__Collected data__.

#####

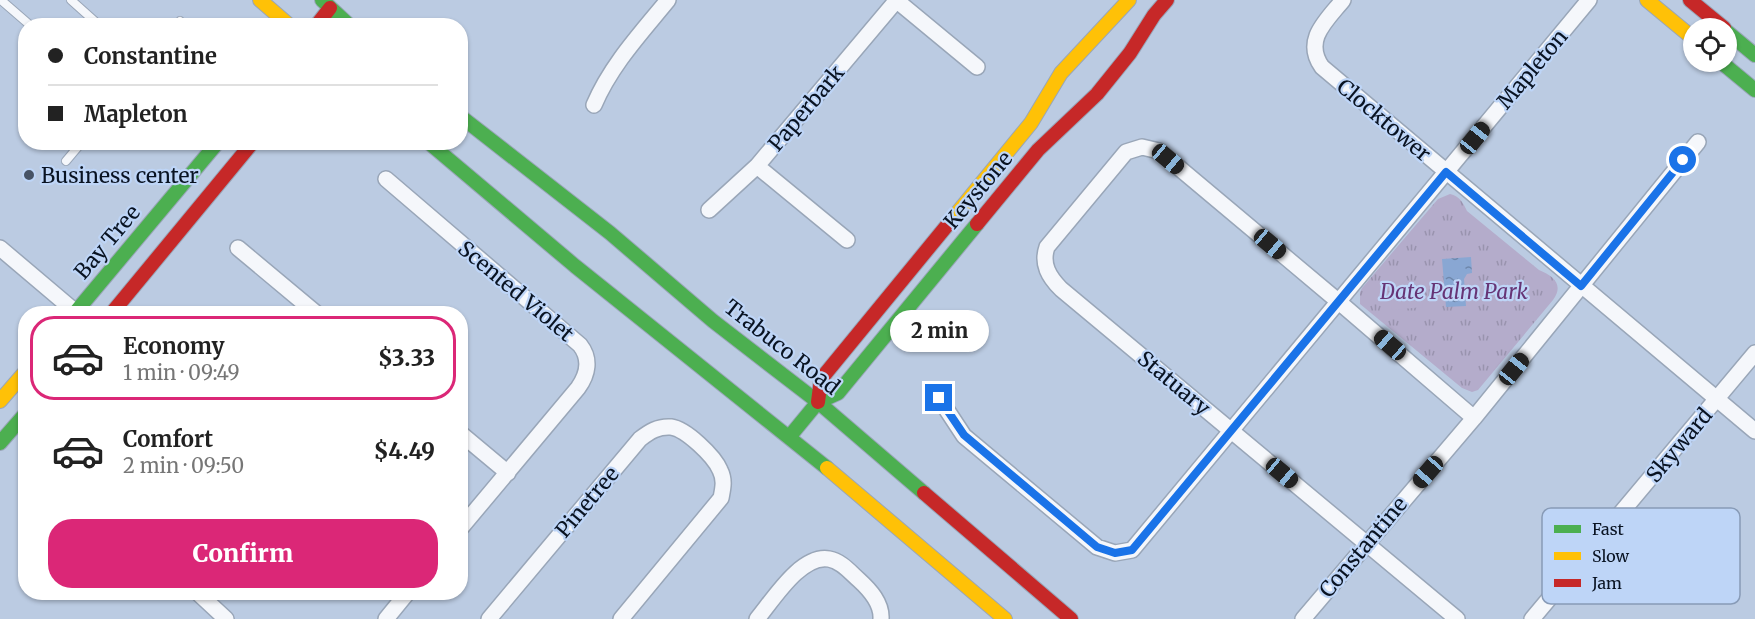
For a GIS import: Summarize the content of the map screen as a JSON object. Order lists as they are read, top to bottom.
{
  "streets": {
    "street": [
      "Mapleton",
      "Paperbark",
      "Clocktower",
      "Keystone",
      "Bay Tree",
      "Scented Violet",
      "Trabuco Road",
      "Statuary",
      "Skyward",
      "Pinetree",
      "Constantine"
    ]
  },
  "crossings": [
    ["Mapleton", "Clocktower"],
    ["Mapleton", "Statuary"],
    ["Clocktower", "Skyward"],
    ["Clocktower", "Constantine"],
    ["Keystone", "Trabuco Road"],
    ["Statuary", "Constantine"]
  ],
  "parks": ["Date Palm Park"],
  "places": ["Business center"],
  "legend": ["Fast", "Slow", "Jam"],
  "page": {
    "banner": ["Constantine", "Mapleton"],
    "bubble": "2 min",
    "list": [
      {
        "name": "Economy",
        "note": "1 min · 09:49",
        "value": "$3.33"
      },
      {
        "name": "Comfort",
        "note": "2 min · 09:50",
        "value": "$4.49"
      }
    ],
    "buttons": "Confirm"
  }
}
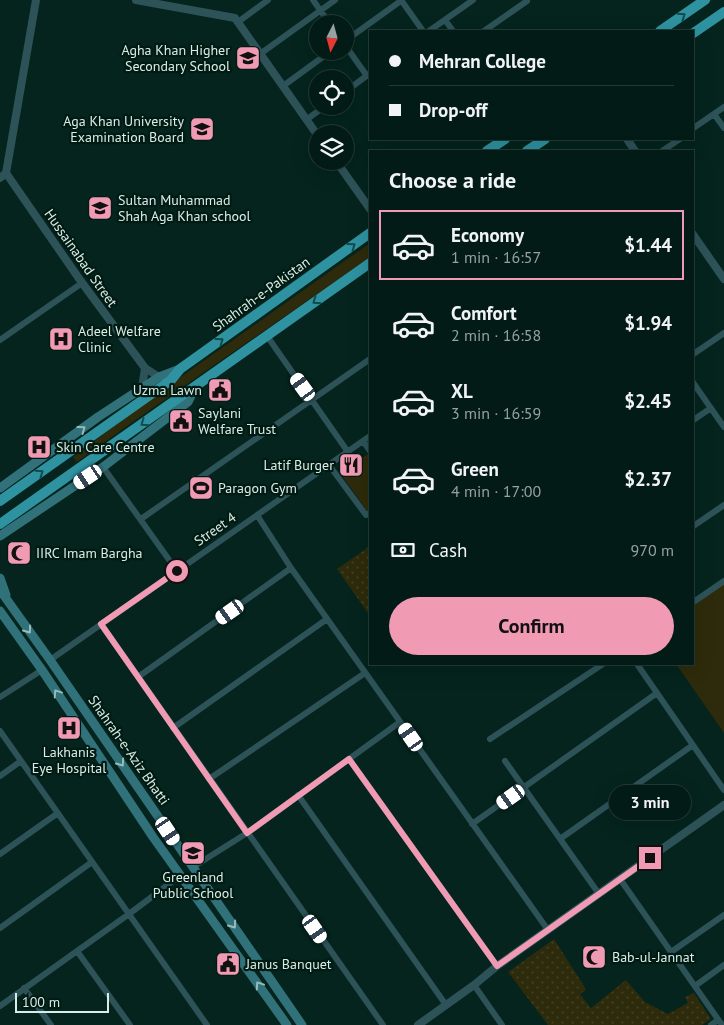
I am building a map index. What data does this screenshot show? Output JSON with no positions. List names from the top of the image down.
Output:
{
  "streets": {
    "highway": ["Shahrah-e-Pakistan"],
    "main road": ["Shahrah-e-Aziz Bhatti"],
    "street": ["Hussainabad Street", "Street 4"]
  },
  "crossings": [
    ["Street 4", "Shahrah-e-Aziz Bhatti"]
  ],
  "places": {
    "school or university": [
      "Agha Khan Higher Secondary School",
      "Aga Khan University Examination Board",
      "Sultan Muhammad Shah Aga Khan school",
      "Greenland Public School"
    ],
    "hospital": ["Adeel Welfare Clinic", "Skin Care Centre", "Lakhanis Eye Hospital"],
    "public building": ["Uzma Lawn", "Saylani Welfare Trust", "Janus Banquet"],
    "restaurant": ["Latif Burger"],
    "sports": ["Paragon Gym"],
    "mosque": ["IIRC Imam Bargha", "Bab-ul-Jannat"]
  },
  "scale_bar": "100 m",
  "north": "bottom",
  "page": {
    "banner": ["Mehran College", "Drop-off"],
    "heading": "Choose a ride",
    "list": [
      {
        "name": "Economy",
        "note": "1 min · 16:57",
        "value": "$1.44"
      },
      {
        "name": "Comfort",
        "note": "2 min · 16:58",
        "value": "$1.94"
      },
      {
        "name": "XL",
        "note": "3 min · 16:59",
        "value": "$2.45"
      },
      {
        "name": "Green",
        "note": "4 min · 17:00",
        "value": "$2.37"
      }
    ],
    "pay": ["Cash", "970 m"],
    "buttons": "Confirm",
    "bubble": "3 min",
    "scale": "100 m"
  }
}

#####

__WHAT IS NEEDED__.
Your answer must be the entries repeated exactly, with no pictures.

__OUTPUT OF THE TASK__.
For a GIS import: Summarize the content of the map screen as a JSON object. Order lists as they are read, top to bottom.
{
  "streets": {
    "street": [
      "Mapleton",
      "Paperbark",
      "Clocktower",
      "Keystone",
      "Bay Tree",
      "Scented Violet",
      "Trabuco Road",
      "Statuary",
      "Skyward",
      "Pinetree",
      "Constantine"
    ]
  },
  "crossings": [
    ["Mapleton", "Clocktower"],
    ["Mapleton", "Statuary"],
    ["Clocktower", "Skyward"],
    ["Clocktower", "Constantine"],
    ["Keystone", "Trabuco Road"],
    ["Statuary", "Constantine"]
  ],
  "parks": ["Date Palm Park"],
  "places": ["Business center"],
  "legend": ["Fast", "Slow", "Jam"],
  "page": {
    "banner": ["Constantine", "Mapleton"],
    "bubble": "2 min",
    "list": [
      {
        "name": "Economy",
        "note": "1 min · 09:49",
        "value": "$3.33"
      },
      {
        "name": "Comfort",
        "note": "2 min · 09:50",
        "value": "$4.49"
      }
    ],
    "buttons": "Confirm"
  }
}
I am building a map index. What data does this screenshot show? Output JSON with no positions. List names from the top of the image down.
Output:
{
  "streets": {
    "highway": ["Shahrah-e-Pakistan"],
    "main road": ["Shahrah-e-Aziz Bhatti"],
    "street": ["Hussainabad Street", "Street 4"]
  },
  "crossings": [
    ["Street 4", "Shahrah-e-Aziz Bhatti"]
  ],
  "places": {
    "school or university": [
      "Agha Khan Higher Secondary School",
      "Aga Khan University Examination Board",
      "Sultan Muhammad Shah Aga Khan school",
      "Greenland Public School"
    ],
    "hospital": ["Adeel Welfare Clinic", "Skin Care Centre", "Lakhanis Eye Hospital"],
    "public building": ["Uzma Lawn", "Saylani Welfare Trust", "Janus Banquet"],
    "restaurant": ["Latif Burger"],
    "sports": ["Paragon Gym"],
    "mosque": ["IIRC Imam Bargha", "Bab-ul-Jannat"]
  },
  "scale_bar": "100 m",
  "north": "bottom",
  "page": {
    "banner": ["Mehran College", "Drop-off"],
    "heading": "Choose a ride",
    "list": [
      {
        "name": "Economy",
        "note": "1 min · 16:57",
        "value": "$1.44"
      },
      {
        "name": "Comfort",
        "note": "2 min · 16:58",
        "value": "$1.94"
      },
      {
        "name": "XL",
        "note": "3 min · 16:59",
        "value": "$2.45"
      },
      {
        "name": "Green",
        "note": "4 min · 17:00",
        "value": "$2.37"
      }
    ],
    "pay": ["Cash", "970 m"],
    "buttons": "Confirm",
    "bubble": "3 min",
    "scale": "100 m"
  }
}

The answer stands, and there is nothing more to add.